Invalid / Corner Shape
Empty collections, zeros, or disconnected structures
Handle special-case structure before the core algorithm path.
Step 05

Full Annotated Code

Source-backed implementations are provided below for direct study and interview prep.

// Accepted solution for LeetCode #2115: Find All Possible Recipes from Given Supplies
class Solution {
    public List<String> findAllRecipes(
        String[] recipes, List<List<String>> ingredients, String[] supplies) {
        Map<String, List<String>> g = new HashMap<>();
        Map<String, Integer> indeg = new HashMap<>();
        for (int i = 0; i < recipes.length; ++i) {
            for (String v : ingredients.get(i)) {
                g.computeIfAbsent(v, k -> new ArrayList<>()).add(recipes[i]);
            }
            indeg.put(recipes[i], ingredients.get(i).size());
        }
        Deque<String> q = new ArrayDeque<>();
        for (String s : supplies) {
            q.offer(s);
        }
        List<String> ans = new ArrayList<>();
        while (!q.isEmpty()) {
            for (int n = q.size(); n > 0; --n) {
                String i = q.pollFirst();
                for (String j : g.getOrDefault(i, Collections.emptyList())) {
                    indeg.put(j, indeg.get(j) - 1);
                    if (indeg.get(j) == 0) {
                        ans.add(j);
                        q.offer(j);
                    }
                }
            }
        }
        return ans;
    }
}
Step 06

Interactive Study Demo

Use this to step through a reusable interview workflow for this problem.
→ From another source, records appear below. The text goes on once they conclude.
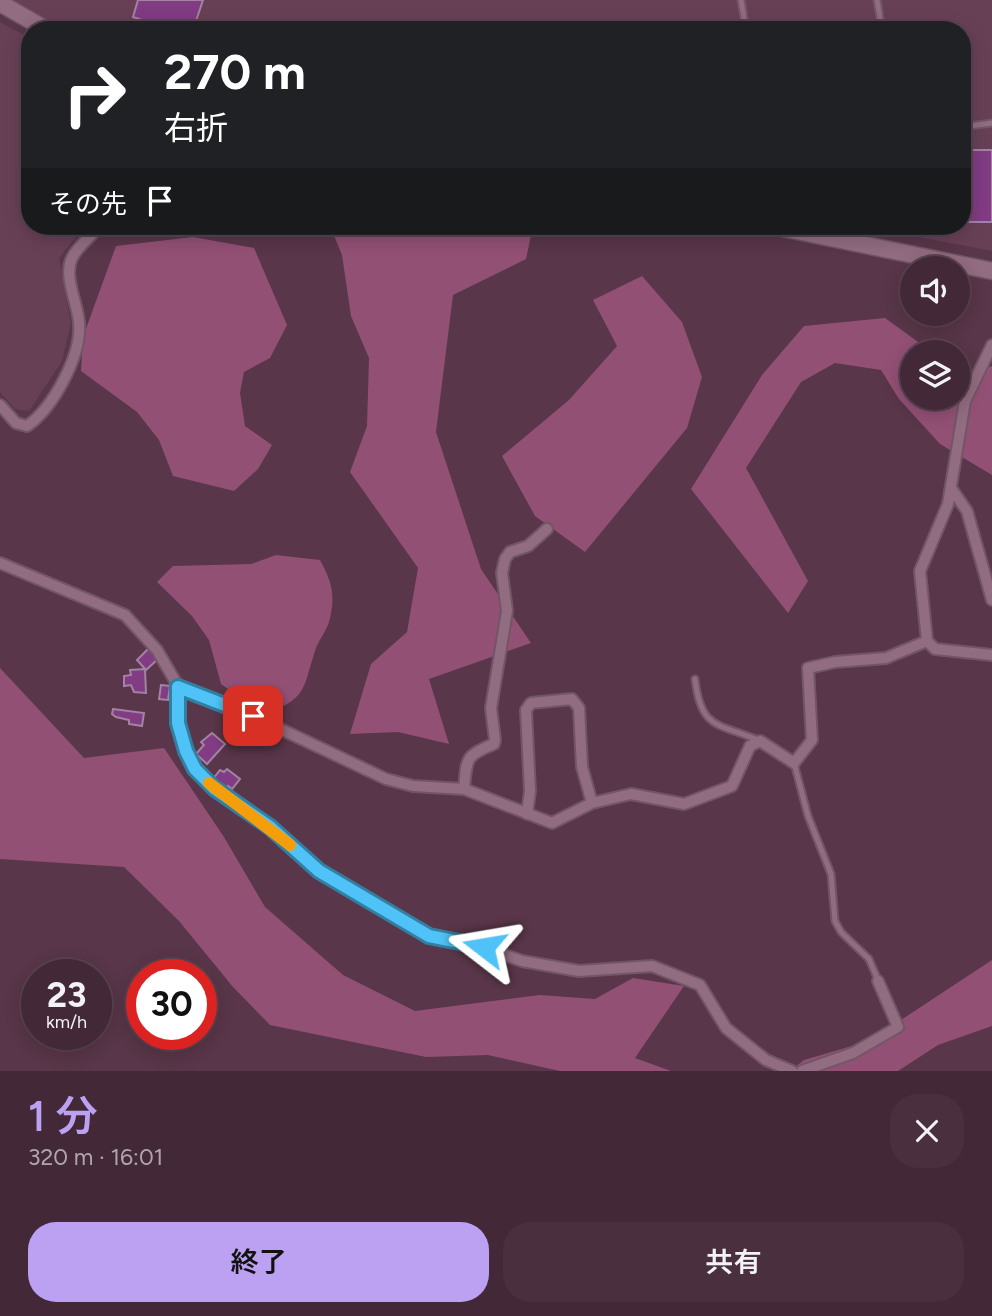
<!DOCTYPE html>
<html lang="ja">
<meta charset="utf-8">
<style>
body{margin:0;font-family:Figtree,"Noto Sans JP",sans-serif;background:#4a303f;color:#f1f3f6;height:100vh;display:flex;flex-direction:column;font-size:26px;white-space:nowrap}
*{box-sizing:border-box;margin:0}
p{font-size:23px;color:#afa6ad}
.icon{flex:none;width:38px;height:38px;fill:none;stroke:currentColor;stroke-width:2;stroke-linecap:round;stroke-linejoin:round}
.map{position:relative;height:1071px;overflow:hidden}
.panel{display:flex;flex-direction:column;background:#432837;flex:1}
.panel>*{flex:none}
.top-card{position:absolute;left:21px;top:21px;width:950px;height:214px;border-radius:28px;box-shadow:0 4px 18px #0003,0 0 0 2px #5b4452;background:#202124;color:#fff;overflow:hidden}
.fabs{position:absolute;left:900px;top:256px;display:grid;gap:14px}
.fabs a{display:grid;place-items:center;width:70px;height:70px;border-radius:50%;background:#432837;box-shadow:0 4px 18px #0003,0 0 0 2px #5b4452;font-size:35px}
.speed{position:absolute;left:21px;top:959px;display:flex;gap:14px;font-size:35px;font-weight:700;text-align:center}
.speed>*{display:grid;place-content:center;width:91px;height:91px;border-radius:50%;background:#432837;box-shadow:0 4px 18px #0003,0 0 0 2px #5b4452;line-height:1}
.speed small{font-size:18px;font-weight:400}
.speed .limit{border:10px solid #d22;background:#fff;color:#111}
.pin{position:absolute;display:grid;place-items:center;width:60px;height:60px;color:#fff;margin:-30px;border-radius:14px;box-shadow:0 4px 10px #0006}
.me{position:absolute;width:77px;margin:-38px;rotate:284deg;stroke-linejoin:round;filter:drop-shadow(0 0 5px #0008)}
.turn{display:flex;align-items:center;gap:24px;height:147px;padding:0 28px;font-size:32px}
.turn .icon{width:91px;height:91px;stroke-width:2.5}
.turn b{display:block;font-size:49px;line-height:60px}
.then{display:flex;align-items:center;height:66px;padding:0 28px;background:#0003;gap:14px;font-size:26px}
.round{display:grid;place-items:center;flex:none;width:74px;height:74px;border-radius:28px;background:#4a303f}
.headline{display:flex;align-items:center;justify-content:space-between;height:119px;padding:0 28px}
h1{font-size:42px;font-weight:600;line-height:52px;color:#bca0f2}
.action{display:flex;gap:14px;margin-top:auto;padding:14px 28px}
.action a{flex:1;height:80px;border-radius:28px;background:#bca0f2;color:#111;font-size:28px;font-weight:600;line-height:80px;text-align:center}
.action a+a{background:#4a303f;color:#f1f3f6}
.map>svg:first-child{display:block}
.built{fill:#684056}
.green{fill:#925075}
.building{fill:#813c83;stroke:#a283a2;stroke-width:2}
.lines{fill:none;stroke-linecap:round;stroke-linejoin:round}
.lane-casing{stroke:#725665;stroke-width:9}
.street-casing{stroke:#725665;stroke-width:14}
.secondary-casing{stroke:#725665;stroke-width:19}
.lane{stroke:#926c80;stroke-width:5}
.street{stroke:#926c80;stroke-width:10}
.secondary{stroke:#926c80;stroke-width:16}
.route-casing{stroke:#337fa1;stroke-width:18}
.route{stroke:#4fc3f7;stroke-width:12}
.slow{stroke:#f59e0b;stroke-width:12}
</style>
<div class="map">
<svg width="992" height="1071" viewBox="0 0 992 1071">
<rect width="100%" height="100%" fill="#593649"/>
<!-- built -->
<path class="built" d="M14 0H992V251L861 226H962V30H65Z
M0 22 30 38V226H85L59 258 71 323 62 361 29 411 15 409 0 392Z"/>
<!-- green -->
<path class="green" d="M330 226H533L526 259 453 295 436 432 481 569 531 643 429 679 449 744 398 732 350 734 371 664 407 632 418 568 350 472 367 426 369 358 351 316 342 255Z
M193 237 254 248 287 325 270 358 244 372 240 393 245 426 272 445 258 469 234 491 173 476 159 440 137 412 81 371 83 337 116 246Z
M642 276 682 322 702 377 687 428 585 552 535 516 502 456 569 400 617 346 593 300Z
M885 318 932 352H912V397H957V370L961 373 992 366V475L940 444 899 399 881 370 835 363 801 382 746 468 808 581 788 613 691 489 762 375 804 326Z
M276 555 320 560C332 582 336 596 329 622 326 632 318 641 315 651 302 691 308 697 264 715L221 684 209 640 192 616 157 582 173 566 251 564Z
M0 668 84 758 164 748 224 837 265 907 343 975 415 1011 540 995 595 999 633 978 684 986 635 1058 671 1071H560L488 1055 426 1057 270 1025 233 987 179 921 124 867 0 859Z
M992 960V1026L938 1045 898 1071H790L804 1060 869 1041Z"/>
<!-- building -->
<path class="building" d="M138 0H203L193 30H172L133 17Z
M962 150H992V222H962Z
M148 649 158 659 146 670 137 660Z
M145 669 146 693 134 692 131 685 124 686V676L131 675 130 670Z
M161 685 170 686 168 700 159 699Z
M113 709 144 713 142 726 129 724V720L116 717 112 714Z
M212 733 225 744 207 764 196 754 204 745 201 742Z
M227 769 240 779 232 789 228 786 225 790 212 780 220 770 224 772Z"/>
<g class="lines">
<!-- lane casing -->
<g class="lane-casing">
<path id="lane" d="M741 0 746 30
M877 0 882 30
M962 127 992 123
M695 679C701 730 718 723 758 740
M794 763 808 816 831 874 835 921 841 932 869 959 878 980"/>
</g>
<!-- street casing -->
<g class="street-casing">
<path id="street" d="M0 405 16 423 27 426C53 408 82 355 79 323 78 304 63 276 72 258 77 247 92 235 100 226
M951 488 967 511 992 600
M0 563 125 615 157 650 178 686 234 707 386 779 413 786 464 789 552 823 592 803 631 794 684 804 732 786 750 746 760 741 794 763 812 740 808 668 835 662 886 658 927 641 920 571 948 504 965 401 992 345
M927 641 935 649 992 655
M178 686V723L185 751 196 769 213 788 270 827 319 871 429 936 465 941 522 961 579 971 652 966 700 985 726 1028 766 1060 792 1071
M464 789C467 759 464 756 494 744L495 740 491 708 507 611 502 573 505 559 510 552 528 546 547 529
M527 814 530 791 526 710 531 703 572 699 579 708 582 767 592 803
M802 1071 853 1053 898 1027 878 981"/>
</g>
<!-- secondary casing -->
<g class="secondary-casing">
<path id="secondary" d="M0 3 47 30
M773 226 992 271"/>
</g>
<!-- lane -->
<use href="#lane" class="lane"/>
<!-- street -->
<use href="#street" class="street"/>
<!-- secondary -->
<use href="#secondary" class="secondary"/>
</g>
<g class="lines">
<!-- route casing -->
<g class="route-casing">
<path id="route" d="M253 716 178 687V723L186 751 195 769 214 788 270 827 319 871 429 936 484 947"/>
</g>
<!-- route -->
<use href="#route" class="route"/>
<!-- slow -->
<path class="slow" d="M209 783 290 845"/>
</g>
</svg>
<div class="fabs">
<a><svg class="icon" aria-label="sound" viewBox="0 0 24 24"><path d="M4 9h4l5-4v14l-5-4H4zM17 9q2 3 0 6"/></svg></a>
<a><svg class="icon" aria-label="layers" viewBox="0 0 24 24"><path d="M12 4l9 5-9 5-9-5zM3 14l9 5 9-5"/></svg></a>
</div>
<div class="speed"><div>23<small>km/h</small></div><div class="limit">30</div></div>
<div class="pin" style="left:253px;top:716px;background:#d93025"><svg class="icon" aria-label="arrive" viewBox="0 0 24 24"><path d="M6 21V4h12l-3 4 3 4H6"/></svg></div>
<svg class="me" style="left:484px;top:947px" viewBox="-20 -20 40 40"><path d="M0-17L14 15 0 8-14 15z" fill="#4fc3f7" stroke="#fff" stroke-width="4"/></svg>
<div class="top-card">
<div class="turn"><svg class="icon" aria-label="right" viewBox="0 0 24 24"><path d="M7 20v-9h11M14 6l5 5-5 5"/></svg><div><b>270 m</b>右折</div></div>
<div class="then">その先<svg class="icon" aria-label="arrive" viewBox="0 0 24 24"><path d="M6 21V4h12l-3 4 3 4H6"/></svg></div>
</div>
</div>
<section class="panel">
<div class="headline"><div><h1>1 分</h1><p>320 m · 16:01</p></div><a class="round"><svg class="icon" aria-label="close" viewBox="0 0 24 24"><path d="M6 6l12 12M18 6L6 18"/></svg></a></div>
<div class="action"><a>終了</a><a>共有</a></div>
</section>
Press Step or Run All to begin.
Step 07

Complexity Analysis

Time
O(V + E)
Space
O(V + E)

Approach Breakdown

REPEATED DFS
O(V × E) time
O(V) space

Repeatedly find a vertex with no incoming edges, remove it and its outgoing edges, and repeat. Finding the zero-in-degree vertex scans all V vertices, and we do this V times. Removing edges touches E edges total. Without an in-degree array, this gives O(V × E).

TOPOLOGICAL SORT
O(V + E) time
O(V + E) space

Build an adjacency list (O(V + E)), then either do Kahn's BFS (process each vertex once + each edge once) or DFS (visit each vertex once + each edge once). Both are O(V + E). Space includes the adjacency list (O(V + E)) plus the in-degree array or visited set (O(V)).

Shortcut: Process each vertex once + each edge once → O(V + E). Same as BFS/DFS on a graph.
Coach Notes

Common Mistakes

Review these before coding to avoid predictable interview regressions.

Off-by-one on range boundaries

Wrong move: Loop endpoints miss first/last candidate.

Usually fails on: Fails on minimal arrays and exact-boundary answers.

Fix: Re-derive loops from inclusive/exclusive ranges before coding.

Mutating counts without cleanup

Wrong move: Zero-count keys stay in map and break distinct/count constraints.

Usually fails on: Window/map size checks are consistently off by one.

Fix: Delete keys when count reaches zero.